Shares of Bright Horizons Family Solutions (BFAM -0.27%) jumped 10.3% on Wednesday after the child care and workforce education services provider delivered stronger-than-expected quarterly results.
Bright Horizons nurtures a solid quarter
Bright Horizons' fourth-quarter 2023 revenue grew 16% year over year to $616 million, while its adjusted (non-generally accepted accounting principles, or non-GAAP) net income rose 9% to $48 million, or $0.83 per share. Wall Street analysts, on average, were only modeling earnings of $0.74 per share on revenue of $591.7 million.

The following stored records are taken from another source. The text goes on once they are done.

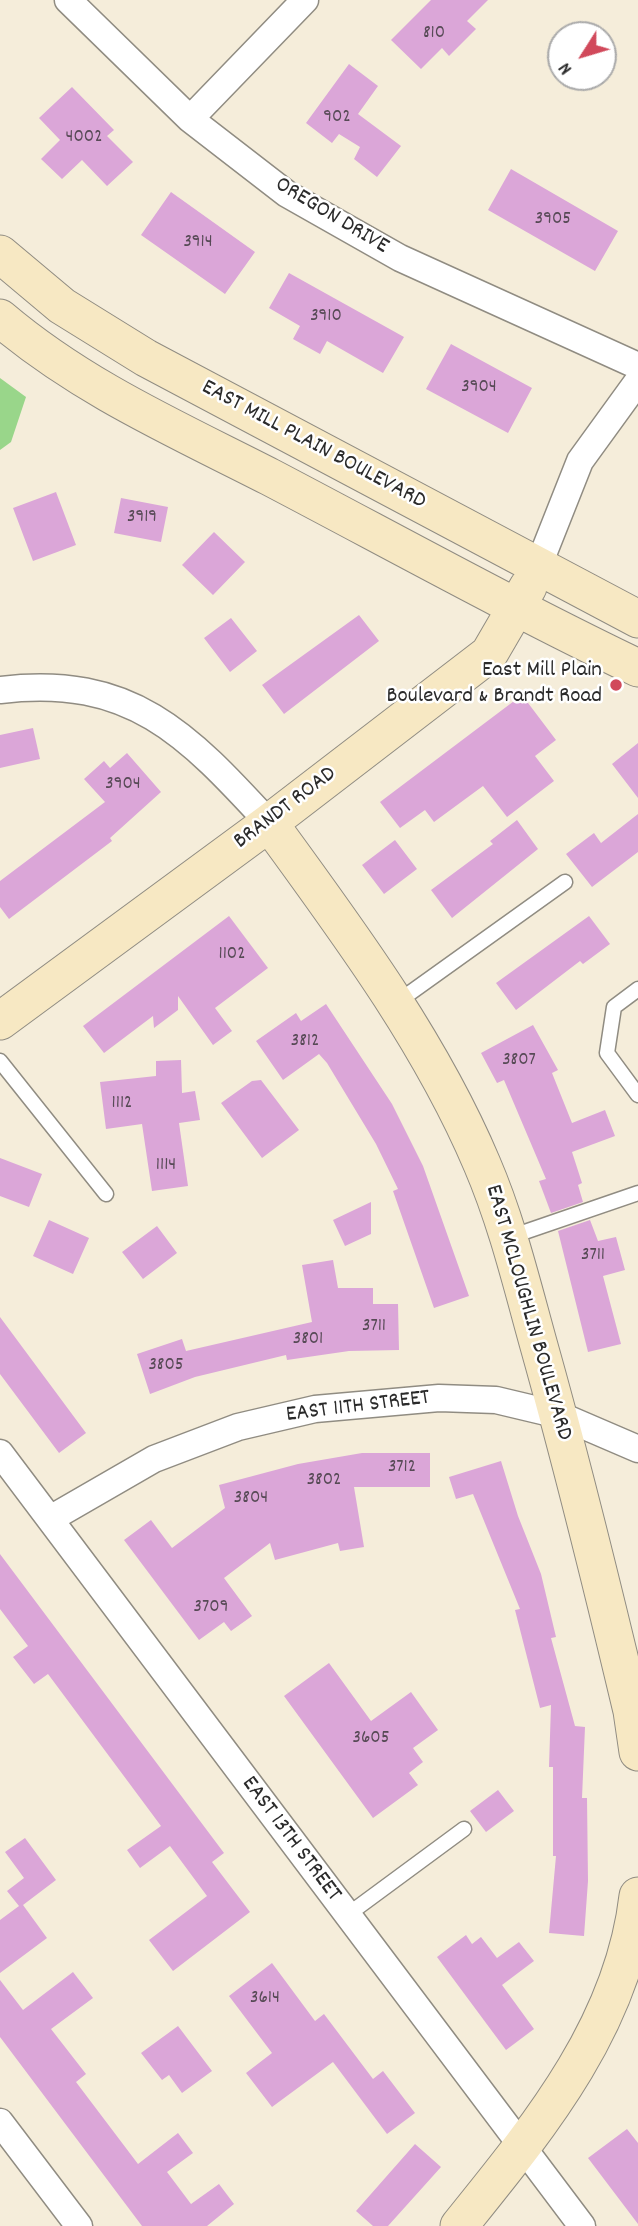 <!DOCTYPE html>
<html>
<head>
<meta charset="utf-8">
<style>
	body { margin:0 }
	#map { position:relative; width:638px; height:2226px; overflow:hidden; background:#f5edda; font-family:Dekko,sans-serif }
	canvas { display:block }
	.north { position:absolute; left:547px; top:21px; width:70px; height:70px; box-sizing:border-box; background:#fff; border:2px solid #aaa; border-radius:50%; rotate:233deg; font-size:19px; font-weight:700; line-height:28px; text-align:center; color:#2b2b2b }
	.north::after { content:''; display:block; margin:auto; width:24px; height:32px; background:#d1495b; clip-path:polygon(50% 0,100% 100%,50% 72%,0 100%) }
</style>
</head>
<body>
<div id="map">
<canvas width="638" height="2226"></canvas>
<div class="north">N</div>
</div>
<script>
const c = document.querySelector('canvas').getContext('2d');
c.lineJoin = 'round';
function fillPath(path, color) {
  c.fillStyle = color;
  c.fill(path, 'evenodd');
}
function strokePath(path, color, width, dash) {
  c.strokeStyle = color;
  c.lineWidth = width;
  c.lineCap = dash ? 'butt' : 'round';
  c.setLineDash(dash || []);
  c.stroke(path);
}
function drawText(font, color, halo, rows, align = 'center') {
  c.font = font + ' Dekko,sans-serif';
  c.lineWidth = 5;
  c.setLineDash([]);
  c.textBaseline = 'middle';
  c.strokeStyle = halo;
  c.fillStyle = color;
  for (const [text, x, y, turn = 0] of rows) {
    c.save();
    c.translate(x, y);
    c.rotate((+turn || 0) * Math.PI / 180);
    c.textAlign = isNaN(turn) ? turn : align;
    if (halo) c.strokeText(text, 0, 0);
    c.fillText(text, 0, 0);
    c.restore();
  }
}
const green = new Path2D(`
	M 0,378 L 26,397 L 11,442 L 0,450 Z`);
const building = new Path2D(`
	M 431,0 L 488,0 L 467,21 L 476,29 L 449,56 L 442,48 L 421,69 L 391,40 Z
	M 349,64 L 378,86 L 358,114 L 401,146 L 377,177 L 354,159 L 360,147 L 339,134 L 332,143 L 306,123 Z
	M 72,87 L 114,130 L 107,136 L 133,162 L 107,186 L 82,160 L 62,179 L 41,159 L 60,140 L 39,118 Z
	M 511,169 L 618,231 L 595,271 L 488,210 Z
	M 171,192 L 255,252 L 225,294 L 141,235 Z
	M 289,273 L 404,337 L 383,373 L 327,341 L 320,354 L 293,339 L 300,326 L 269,308 Z
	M 451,344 L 532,388 L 508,433 L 426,389 Z
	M 56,492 L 76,545 L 33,561 L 13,508 Z
	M 121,498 L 168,507 L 161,542 L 114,533 Z
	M 214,532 L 245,562 L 213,595 L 182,565 Z
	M 359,615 L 379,641 L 284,714 L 262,685 Z
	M 231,618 L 257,651 L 230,672 L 204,638 Z
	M 522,695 L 556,740 L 535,756 L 554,781 L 507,817 L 483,786 L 434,822 L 425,810 L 400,828 L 380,802 Z
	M 33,728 L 40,759 L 0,768 L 0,735 Z
	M 638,743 L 638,798 L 612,764 Z
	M 127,753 L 161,792 L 110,838 L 112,841 L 9,919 L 0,907 L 0,881 L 105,802 L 84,779 L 104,761 L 110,768 Z
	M 638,814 L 638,852 L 592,887 L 566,854 L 594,833 L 601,843 Z
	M 517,820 L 538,849 L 452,918 L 431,890 L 493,844 L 490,841 Z
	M 395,840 L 417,869 L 384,894 L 362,865 Z
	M 229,916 L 268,968 L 215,1008 L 232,1031 L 213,1045 L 178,996 L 178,1010 L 154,1028 L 153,1016 L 104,1053 L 83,1026 Z
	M 589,916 L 610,944 L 583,964 L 580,961 L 516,1010 L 496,983 Z
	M 326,1004 L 392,1104 L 423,1166 L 469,1296 L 434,1308 L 393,1191 L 398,1189 L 376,1144 L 327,1063 L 319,1054 L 283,1080 L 256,1041 L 296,1013 L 301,1021 Z
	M 533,1025 L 558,1070 L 552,1073 L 572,1123 L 605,1110 L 615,1136 L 572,1152 L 582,1183 L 578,1185 L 583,1202 L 551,1213 L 539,1181 L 546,1179 L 504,1080 L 497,1083 L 481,1053 Z
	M 181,1060 L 182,1093 L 195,1091 L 200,1120 L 179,1123 L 188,1186 L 152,1191 L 142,1124 L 106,1129 L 100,1082 L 156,1076 L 156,1061 Z
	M 261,1080 L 299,1130 L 262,1158 L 221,1103 L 252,1081 Z
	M 0,1158 L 42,1174 L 29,1207 L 0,1196 Z
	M 371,1202 L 371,1234 L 345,1246 L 333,1220 Z
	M 49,1220 L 89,1238 L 73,1274 L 33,1256 Z
	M 590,1220 L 598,1241 L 616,1237 L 625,1270 L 603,1276 L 621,1344 L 588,1352 L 558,1231 Z
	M 157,1226 L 177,1253 L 143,1279 L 122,1252 Z
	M 333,1260 L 338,1288 L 373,1288 L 373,1304 L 398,1304 L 399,1350 L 349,1351 L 287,1360 L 286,1355 L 195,1377 L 150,1394 L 137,1354 L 182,1339 L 186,1351 L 312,1322 L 302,1265 Z
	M 0,1317 L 86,1433 L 59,1453 L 0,1374 Z
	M 362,1453 L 430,1453 L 430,1487 L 354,1487 L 364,1547 L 340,1551 L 338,1543 L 275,1560 L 270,1543 L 224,1578 L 252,1616 L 231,1631 L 224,1622 L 199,1640 L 124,1540 L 151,1520 L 172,1548 L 225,1508 L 219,1485 L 298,1464 Z
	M 501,1461 L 518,1516 L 541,1574 L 556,1637 L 551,1638 L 575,1726 L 585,1727 L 582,1798 L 587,1798 L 588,1881 L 584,1936 L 549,1933 L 556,1856 L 553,1856 L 553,1767 L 549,1767 L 551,1705 L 540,1708 L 515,1610 L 520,1609 L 473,1494 L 456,1499 L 449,1477 Z
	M 0,1554 L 224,1853 L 212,1862 L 250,1912 L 173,1971 L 149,1940 L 207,1896 L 170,1846 L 140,1868 L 127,1850 L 161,1826 L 48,1674 L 34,1684 L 13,1657 L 28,1646 L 0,1609 Z
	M 329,1663 L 371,1721 L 411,1692 L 438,1730 L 413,1748 L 423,1762 L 409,1773 L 418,1785 L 373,1818 L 284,1696 Z
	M 498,1790 L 514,1811 L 486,1832 L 470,1811 Z
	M 25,1838 L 56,1880 L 23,1905 L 47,1938 L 0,1973 L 0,1920 L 19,1906 L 7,1891 L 24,1878 L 5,1852 Z
	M 466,1935 L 472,1944 L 481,1937 L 497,1958 L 519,1942 L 534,1961 L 502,1985 L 534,2029 L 506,2050 L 437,1957 Z
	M 272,1963 L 315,2021 L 324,2014 L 373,2079 L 383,2071 L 415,2113 L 387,2134 L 333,2062 L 272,2107 L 246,2073 L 272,2053 L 229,1996 Z
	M 73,1972 L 93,1998 L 51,2029 L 86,2074 L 76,2082 L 138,2164 L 178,2133 L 193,2153 L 167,2172 L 191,2204 L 219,2184 L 234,2204 L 207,2226 L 142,2226 L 0,2037 L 0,1980 L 23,2010 Z
	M 178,2026 L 212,2071 L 182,2093 L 169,2075 L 162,2080 L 141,2053 Z
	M 627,2129 L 638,2143 L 638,2224 L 588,2158 Z
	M 415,2144 L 441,2167 L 388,2226 L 373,2226 L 356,2211 Z`);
const lane = new Path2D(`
	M 638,989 L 614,1007 L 607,1053 L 638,1095
	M 396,1003 L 565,882
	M 0,1061 L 106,1194
	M 510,1237 L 638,1193
	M 346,1916 L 464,1829`);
const street = new Path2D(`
	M 68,0 L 190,119 L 287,194 L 400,258 L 638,366
	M 190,119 L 305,0
	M 538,567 L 580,461 L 638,381
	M 0,690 C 131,674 187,734 269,823
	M 0,1453 L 582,2226
	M 50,1519 L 154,1459 L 238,1427 L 315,1409 L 439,1398 L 496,1400 L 559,1415 L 638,1449
	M 0,2122 L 79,2226`);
const secondary = new Path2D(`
	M 0,254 L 62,306 L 146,358 L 638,619
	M 0,318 C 81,387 176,429 270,477 C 392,541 513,608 638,668
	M 269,823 C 347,930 430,1041 482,1164 C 507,1222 522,1285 539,1346 C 573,1467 603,1589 632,1711 L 638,1752
	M 0,1021 L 269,823 L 489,654 L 528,587
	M 459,2226 C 538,2128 623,2026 638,1896`);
const markers = [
	[616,685,7,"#d1495b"]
];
const numberNames = [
	["810",434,34],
	["902",337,118],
	["4002",84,138],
	["3905",553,220],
	["3914",198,243],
	["3910",326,317],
	["3904",479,388],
	["3919",142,518],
	["3904",123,785],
	["1102",232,955],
	["3812",305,1042],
	["3807",519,1061],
	["1112",122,1104],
	["1114",166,1166],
	["3711",593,1256],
	["3711",374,1327],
	["3801",308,1340],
	["3805",166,1366],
	["3712",402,1468],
	["3802",324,1481],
	["3804",251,1499],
	["3709",211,1608],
	["3605",371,1739],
	["3614",265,1999]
];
const streetNames = [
	["OREGON DRIVE",331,217,31],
	["EAST MILL PLAIN BOULEVARD",313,446,28],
	["BRANDT ROAD",286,809,-37],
	["EAST MCLOUGHLIN BOULEVARD",527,1313,74],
	["EAST 11TH STREET",358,1408,-7],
	["EAST 13TH STREET",290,1840,53]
];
const poiNames = [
	["East Mill Plain",602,672],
	["Boulevard & Brandt Road",602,698]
];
fillPath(green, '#99d68a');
fillPath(building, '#dba6d8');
strokePath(lane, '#908c82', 17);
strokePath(street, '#908c82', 29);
strokePath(secondary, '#908c82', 39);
strokePath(lane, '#fff', 14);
strokePath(street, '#fff', 26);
strokePath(secondary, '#f7e8c3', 37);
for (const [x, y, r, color] of markers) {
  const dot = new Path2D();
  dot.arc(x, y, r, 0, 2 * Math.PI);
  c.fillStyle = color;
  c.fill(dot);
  strokePath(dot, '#fff', 2.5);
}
drawText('19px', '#574a56', null, numberNames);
drawText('23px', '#2b2b2b', '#fff', streetNames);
drawText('23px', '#2b2b2b', '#fff', poiNames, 'right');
</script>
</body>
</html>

Bright Horizons CEO Stephen Kramer called it a "solid" quarter, highlighting enrollment gains and 15% revenue growth from the company's Full-Service segment. The company's Backup segment also saw revenue grow a better-than-expected 24% year over year during the quarter, exceeding $500 million for the full year.
Bright Horizons ended 2023 with 1,450 employer-client relationships and 1,049 early education and child care centers with enough capacity for 120,000 children and their families.

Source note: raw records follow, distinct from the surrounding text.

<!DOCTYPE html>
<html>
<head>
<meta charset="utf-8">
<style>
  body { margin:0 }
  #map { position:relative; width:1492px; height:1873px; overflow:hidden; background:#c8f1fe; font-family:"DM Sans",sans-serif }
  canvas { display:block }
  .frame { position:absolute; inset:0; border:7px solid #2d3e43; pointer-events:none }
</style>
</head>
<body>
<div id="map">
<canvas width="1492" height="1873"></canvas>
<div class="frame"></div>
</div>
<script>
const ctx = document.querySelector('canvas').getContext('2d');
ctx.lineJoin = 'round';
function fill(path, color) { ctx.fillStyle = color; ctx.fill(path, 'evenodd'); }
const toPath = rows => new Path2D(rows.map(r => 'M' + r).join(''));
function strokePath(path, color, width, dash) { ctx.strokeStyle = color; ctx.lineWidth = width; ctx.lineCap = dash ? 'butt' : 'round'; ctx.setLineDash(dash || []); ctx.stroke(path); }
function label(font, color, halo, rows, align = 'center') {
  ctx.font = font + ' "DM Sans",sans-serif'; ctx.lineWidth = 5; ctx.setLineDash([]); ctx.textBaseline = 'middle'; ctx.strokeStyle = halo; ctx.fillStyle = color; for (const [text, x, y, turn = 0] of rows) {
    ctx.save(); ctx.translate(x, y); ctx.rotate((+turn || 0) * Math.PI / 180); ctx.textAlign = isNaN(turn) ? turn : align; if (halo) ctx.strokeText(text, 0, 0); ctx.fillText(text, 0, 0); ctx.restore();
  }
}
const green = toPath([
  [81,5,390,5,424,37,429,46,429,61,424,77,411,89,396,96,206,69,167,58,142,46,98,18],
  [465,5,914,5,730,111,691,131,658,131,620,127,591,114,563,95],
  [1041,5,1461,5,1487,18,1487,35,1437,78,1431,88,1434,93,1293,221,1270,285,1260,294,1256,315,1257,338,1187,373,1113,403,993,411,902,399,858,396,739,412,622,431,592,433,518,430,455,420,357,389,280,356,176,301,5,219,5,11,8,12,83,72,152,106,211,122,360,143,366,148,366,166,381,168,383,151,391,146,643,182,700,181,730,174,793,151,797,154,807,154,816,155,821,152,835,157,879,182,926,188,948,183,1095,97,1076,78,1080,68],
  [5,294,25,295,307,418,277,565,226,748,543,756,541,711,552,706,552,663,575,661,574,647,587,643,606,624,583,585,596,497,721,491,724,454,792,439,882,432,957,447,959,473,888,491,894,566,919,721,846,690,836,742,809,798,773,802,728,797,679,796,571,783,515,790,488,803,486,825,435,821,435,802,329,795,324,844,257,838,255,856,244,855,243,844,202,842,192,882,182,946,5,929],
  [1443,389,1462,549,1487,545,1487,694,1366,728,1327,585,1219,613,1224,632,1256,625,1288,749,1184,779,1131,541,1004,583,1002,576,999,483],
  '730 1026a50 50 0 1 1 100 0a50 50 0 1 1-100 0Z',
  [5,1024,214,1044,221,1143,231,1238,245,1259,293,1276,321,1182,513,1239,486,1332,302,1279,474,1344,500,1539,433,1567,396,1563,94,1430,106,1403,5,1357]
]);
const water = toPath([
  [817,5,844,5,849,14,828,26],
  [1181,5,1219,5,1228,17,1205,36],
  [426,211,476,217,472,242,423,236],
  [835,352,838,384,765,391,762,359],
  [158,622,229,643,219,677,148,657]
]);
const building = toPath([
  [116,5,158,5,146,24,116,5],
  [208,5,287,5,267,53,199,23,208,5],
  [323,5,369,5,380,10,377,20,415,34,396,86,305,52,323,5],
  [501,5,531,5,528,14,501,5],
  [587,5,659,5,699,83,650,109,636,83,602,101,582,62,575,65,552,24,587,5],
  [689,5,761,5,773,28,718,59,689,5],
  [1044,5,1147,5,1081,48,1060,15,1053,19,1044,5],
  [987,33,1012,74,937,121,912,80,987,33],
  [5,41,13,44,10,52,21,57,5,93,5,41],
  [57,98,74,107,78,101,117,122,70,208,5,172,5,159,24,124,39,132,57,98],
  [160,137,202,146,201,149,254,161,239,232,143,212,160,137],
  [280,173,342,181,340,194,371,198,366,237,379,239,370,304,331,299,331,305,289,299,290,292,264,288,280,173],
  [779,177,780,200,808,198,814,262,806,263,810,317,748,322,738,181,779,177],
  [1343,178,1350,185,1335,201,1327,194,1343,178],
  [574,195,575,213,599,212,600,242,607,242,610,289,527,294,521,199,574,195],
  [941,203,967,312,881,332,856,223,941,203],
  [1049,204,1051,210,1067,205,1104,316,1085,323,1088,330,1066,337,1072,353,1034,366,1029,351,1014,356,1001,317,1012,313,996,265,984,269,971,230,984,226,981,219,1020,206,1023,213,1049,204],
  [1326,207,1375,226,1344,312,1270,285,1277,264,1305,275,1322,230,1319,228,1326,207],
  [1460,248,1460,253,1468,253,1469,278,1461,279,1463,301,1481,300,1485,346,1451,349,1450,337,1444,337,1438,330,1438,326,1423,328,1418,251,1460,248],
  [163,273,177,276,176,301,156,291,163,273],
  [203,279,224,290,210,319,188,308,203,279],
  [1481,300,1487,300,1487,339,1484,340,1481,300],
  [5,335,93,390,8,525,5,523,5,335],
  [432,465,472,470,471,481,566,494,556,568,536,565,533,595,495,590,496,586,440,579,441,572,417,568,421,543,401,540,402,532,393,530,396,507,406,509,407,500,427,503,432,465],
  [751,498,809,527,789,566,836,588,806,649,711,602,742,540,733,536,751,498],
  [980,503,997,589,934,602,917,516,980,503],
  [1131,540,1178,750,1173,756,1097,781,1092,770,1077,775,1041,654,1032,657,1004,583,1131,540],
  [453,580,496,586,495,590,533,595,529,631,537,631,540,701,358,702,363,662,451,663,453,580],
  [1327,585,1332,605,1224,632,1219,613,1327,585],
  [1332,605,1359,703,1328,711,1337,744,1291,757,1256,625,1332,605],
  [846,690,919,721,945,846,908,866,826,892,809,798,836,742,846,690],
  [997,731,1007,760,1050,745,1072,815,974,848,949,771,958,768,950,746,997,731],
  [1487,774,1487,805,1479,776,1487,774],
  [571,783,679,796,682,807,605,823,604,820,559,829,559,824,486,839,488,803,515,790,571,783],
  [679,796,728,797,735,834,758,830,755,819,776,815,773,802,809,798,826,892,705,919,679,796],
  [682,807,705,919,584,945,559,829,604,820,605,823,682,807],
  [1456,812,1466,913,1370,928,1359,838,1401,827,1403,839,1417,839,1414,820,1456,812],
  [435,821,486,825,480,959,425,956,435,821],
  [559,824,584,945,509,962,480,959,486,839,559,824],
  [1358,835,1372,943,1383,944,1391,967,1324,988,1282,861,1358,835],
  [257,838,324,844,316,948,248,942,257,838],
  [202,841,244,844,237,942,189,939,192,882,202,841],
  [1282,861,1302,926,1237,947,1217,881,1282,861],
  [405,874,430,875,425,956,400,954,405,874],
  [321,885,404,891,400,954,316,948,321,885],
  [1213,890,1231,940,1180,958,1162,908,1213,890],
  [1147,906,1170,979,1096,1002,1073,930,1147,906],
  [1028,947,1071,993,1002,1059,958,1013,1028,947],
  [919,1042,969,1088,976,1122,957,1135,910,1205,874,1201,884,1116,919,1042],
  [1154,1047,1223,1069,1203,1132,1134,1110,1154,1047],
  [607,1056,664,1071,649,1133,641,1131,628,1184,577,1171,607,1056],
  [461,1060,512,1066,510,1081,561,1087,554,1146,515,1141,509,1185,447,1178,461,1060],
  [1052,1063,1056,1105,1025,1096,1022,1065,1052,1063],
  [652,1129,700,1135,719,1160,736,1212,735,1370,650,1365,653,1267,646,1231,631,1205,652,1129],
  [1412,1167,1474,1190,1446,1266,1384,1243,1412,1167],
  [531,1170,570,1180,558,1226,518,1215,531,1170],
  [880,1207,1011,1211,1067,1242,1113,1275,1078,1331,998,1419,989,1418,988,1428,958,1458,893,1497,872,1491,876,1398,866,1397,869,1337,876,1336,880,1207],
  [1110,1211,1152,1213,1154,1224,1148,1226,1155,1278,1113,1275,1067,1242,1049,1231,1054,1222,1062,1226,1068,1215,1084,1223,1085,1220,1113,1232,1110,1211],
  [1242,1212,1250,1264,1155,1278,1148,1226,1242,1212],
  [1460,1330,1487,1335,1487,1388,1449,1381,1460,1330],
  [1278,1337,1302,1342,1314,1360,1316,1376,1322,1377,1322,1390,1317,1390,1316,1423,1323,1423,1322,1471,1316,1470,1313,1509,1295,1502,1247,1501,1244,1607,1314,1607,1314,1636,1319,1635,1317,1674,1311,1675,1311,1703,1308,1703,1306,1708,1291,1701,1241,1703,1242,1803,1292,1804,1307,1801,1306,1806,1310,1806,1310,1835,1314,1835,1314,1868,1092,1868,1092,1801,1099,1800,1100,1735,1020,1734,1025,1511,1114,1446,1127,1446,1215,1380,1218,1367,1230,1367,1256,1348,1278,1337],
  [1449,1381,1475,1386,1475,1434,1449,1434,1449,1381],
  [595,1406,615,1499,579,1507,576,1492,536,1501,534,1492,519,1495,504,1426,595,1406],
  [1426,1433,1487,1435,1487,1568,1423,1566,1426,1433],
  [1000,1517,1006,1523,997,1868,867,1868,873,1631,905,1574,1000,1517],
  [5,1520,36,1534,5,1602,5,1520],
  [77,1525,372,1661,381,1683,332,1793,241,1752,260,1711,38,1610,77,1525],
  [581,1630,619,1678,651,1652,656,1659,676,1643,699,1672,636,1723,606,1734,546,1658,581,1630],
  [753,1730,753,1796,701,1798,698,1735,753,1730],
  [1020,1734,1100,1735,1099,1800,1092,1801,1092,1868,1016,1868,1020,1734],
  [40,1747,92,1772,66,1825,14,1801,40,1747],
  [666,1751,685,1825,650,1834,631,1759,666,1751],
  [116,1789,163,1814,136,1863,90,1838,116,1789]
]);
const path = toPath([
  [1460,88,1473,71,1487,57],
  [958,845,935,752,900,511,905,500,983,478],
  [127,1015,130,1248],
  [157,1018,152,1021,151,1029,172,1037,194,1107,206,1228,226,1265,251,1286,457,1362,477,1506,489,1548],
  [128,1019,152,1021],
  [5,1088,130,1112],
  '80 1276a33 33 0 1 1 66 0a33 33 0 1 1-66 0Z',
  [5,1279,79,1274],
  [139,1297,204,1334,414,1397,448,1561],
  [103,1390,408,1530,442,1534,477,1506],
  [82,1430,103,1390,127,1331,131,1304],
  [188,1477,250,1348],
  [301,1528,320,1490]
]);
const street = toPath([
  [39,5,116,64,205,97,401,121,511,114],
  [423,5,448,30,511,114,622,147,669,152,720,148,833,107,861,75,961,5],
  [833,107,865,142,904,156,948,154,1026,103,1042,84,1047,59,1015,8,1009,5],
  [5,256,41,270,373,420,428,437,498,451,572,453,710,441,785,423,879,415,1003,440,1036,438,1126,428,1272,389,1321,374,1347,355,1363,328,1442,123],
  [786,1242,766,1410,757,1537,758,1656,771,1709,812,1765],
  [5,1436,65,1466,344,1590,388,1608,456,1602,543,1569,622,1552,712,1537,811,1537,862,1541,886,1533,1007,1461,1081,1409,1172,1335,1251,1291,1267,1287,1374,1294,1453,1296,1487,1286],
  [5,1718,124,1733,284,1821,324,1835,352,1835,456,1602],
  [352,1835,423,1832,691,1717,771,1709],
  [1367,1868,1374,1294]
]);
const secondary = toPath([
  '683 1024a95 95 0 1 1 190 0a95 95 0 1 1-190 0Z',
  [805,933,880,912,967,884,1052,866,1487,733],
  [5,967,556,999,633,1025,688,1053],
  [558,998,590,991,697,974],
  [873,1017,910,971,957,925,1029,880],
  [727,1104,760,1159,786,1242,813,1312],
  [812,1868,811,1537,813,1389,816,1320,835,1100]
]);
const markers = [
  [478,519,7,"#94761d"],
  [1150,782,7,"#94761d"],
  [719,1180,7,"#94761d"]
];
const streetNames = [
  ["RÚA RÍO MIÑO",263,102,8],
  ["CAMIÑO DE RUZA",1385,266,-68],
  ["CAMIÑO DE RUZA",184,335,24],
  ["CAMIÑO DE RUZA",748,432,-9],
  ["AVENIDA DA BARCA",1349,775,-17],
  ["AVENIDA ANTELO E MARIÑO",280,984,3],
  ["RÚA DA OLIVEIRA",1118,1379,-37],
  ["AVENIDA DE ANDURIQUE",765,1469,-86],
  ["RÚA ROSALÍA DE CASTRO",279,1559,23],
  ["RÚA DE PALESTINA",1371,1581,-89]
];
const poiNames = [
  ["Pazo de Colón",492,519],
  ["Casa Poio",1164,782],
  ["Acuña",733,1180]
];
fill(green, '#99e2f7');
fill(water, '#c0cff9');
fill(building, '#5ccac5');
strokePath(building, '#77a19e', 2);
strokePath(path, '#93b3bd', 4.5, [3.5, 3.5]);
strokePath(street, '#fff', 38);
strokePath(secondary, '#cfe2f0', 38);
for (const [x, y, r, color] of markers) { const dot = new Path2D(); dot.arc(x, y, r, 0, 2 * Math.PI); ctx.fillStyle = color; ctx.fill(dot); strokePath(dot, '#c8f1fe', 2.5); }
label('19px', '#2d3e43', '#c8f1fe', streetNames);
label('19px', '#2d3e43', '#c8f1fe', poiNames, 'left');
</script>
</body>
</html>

What's next for Bright Horizons shareholders?
Looking ahead to 2024, Bright Horizons issued guidance for full-year revenue of $2.6 billion to $2.7 billion, with adjusted earnings per share of $3.00 to $3.20. Most analysts were looking for 2024 earnings of $3.13 per share on revenue, near the low end of Bright Horizons' revenue outlook range.
All told, this was a comfortable quarterly beat followed by strong forward revenue guidance, apparently fueled by a continued shift in employees returning to the office. Shares of Bright Horizons Family Solutions are understandably extending their recent rally in response.